▸ YOUR TASK
Reproduce exactly the lines from the top of the records below through the line holding "2px #d7d1cf) drop-shadow(0".

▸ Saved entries
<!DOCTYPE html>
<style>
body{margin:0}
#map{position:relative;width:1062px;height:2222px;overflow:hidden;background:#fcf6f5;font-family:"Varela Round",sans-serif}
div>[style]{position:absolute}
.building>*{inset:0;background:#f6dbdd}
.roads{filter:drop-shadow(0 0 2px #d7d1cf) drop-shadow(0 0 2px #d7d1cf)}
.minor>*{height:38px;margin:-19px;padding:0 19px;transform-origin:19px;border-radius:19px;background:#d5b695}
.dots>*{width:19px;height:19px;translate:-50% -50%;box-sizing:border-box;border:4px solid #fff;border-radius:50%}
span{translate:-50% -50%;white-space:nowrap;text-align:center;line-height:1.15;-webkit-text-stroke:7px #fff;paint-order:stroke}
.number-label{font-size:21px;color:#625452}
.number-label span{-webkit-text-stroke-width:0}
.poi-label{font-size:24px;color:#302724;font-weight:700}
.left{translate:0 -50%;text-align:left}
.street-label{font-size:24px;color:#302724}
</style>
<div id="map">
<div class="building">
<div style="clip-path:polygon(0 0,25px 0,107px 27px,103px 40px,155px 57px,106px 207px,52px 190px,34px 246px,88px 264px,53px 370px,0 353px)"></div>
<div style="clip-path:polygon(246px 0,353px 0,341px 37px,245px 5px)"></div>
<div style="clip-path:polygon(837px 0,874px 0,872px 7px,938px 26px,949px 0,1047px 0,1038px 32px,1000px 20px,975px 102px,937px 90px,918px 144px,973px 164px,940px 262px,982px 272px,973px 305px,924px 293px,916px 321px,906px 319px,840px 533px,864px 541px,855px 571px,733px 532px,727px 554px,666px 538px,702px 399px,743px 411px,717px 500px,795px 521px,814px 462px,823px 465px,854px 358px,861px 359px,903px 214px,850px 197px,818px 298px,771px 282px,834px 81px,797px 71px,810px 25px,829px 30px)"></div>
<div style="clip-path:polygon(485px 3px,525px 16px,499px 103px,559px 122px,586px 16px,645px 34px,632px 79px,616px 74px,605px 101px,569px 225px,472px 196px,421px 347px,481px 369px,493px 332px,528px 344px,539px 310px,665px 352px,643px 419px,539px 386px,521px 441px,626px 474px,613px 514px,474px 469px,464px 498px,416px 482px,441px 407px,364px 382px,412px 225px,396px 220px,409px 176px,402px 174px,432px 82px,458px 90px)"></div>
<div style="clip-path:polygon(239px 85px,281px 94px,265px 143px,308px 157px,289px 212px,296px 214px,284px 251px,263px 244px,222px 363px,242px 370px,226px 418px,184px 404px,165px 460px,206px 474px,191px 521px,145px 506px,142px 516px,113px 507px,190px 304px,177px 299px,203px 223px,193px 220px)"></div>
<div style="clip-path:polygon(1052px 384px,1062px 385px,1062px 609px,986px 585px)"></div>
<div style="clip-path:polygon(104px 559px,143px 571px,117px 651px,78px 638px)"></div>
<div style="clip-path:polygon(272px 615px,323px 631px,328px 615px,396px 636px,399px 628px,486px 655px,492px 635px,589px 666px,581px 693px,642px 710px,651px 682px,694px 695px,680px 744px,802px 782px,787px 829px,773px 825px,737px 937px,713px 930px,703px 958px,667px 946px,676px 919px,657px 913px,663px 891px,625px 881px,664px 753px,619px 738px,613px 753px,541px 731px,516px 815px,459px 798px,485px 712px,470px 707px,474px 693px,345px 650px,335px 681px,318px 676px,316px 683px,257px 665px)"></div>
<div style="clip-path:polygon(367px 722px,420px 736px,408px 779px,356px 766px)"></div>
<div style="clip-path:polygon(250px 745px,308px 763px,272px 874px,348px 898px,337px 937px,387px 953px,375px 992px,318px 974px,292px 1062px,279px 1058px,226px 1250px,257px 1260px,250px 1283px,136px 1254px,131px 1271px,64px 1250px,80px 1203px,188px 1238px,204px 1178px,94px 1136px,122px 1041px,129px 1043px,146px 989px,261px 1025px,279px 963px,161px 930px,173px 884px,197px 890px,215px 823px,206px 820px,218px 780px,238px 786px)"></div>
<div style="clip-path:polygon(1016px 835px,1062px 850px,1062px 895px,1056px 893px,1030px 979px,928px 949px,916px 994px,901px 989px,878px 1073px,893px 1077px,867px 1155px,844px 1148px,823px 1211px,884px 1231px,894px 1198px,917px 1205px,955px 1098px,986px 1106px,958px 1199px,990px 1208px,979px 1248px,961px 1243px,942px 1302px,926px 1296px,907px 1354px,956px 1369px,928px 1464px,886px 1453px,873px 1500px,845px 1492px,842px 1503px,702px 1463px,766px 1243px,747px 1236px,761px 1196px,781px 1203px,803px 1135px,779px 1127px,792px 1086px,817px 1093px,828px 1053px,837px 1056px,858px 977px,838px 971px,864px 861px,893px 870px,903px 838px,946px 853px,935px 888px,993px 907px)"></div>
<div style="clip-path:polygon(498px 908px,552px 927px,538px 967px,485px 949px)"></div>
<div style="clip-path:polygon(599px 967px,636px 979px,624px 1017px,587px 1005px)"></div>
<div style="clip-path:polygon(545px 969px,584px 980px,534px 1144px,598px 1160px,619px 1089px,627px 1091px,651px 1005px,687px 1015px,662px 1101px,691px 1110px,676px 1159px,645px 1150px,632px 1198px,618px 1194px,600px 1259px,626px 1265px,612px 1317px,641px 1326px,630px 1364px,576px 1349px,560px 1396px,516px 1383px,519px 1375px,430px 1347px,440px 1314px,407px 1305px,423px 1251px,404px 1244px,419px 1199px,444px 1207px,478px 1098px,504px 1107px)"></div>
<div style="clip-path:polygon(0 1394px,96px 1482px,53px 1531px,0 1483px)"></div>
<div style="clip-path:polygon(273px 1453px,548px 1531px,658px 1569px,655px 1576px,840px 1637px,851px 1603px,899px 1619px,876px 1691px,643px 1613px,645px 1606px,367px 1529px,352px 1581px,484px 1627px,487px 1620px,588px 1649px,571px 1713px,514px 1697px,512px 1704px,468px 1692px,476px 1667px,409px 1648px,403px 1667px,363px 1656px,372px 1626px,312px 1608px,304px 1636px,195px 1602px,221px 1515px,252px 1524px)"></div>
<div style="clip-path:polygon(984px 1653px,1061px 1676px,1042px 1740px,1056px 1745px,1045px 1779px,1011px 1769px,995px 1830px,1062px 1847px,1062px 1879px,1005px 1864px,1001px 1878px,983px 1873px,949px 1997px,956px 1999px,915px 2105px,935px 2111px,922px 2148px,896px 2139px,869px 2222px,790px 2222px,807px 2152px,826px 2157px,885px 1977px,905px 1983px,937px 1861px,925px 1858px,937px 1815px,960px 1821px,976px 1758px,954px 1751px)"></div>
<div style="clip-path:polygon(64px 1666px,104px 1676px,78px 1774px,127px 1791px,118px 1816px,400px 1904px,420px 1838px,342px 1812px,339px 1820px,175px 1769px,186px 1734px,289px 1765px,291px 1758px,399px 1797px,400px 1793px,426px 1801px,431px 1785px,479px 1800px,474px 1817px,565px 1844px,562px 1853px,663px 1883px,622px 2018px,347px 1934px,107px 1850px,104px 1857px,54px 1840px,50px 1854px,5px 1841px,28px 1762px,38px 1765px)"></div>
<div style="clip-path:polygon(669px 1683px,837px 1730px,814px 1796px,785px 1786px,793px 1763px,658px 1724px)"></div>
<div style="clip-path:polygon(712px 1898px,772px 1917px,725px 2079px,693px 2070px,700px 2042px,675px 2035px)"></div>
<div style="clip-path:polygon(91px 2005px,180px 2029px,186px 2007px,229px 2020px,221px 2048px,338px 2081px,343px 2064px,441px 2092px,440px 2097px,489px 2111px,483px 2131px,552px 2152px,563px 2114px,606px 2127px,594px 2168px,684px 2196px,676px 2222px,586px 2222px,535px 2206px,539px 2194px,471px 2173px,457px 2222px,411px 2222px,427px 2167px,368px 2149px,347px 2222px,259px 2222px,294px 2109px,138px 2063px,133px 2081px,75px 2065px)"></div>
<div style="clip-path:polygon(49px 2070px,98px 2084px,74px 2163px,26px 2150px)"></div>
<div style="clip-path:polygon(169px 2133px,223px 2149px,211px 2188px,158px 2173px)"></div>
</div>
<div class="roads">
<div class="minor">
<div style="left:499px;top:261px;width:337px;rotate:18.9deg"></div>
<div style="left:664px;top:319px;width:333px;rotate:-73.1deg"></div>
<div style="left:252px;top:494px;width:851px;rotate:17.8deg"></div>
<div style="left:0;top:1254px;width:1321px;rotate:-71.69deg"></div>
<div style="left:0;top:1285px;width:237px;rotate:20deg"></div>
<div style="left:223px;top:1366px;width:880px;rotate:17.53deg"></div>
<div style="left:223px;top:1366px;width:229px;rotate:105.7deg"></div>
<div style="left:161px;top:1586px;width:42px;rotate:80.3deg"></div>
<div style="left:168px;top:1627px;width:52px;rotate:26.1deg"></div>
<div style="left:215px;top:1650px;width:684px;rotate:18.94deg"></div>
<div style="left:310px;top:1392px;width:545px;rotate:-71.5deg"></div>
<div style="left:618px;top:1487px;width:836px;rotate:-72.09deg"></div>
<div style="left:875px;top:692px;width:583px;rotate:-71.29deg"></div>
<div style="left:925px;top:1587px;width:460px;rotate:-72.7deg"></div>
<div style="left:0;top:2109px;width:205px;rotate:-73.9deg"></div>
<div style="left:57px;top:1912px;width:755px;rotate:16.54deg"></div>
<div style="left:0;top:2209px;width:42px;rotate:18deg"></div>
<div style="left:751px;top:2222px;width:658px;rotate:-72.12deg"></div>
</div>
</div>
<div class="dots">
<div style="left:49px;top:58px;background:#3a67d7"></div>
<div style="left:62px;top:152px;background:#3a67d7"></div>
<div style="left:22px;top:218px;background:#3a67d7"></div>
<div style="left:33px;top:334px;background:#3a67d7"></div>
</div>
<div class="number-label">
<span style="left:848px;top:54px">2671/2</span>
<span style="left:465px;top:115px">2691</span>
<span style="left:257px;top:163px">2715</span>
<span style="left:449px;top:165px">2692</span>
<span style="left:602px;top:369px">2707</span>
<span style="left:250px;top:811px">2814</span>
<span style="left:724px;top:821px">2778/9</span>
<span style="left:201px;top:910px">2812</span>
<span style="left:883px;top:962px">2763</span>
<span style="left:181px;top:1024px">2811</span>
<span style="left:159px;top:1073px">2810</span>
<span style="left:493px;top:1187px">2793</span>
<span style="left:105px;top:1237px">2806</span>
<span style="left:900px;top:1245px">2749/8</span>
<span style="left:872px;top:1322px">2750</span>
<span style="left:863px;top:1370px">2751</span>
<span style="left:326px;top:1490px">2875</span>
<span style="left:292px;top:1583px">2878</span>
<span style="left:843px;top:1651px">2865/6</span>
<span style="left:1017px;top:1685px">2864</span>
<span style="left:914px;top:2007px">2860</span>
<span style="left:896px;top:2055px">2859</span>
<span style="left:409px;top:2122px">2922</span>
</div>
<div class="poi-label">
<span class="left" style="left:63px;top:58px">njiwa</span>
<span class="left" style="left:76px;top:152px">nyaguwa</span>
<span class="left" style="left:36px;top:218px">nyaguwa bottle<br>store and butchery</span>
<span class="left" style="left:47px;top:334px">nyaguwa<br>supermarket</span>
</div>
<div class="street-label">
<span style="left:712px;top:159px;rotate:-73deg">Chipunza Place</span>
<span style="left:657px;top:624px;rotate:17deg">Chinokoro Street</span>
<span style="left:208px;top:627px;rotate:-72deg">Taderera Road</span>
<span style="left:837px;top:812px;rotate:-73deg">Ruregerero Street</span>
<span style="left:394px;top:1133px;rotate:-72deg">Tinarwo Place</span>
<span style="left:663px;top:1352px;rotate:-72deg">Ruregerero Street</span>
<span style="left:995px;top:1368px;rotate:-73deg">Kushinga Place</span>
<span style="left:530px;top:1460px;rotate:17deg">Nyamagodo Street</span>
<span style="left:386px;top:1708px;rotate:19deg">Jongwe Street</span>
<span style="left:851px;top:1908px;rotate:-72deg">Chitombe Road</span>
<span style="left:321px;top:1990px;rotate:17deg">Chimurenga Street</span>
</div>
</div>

▸ FINAL ANSWER
<!DOCTYPE html>
<style>
body{margin:0}
#map{position:relative;width:1062px;height:2222px;overflow:hidden;background:#fcf6f5;font-family:"Varela Round",sans-serif}
div>[style]{position:absolute}
.building>*{inset:0;background:#f6dbdd}
.roads{filter:drop-shadow(0 0 2px #d7d1cf) drop-shadow(0 0 2px #d7d1cf)}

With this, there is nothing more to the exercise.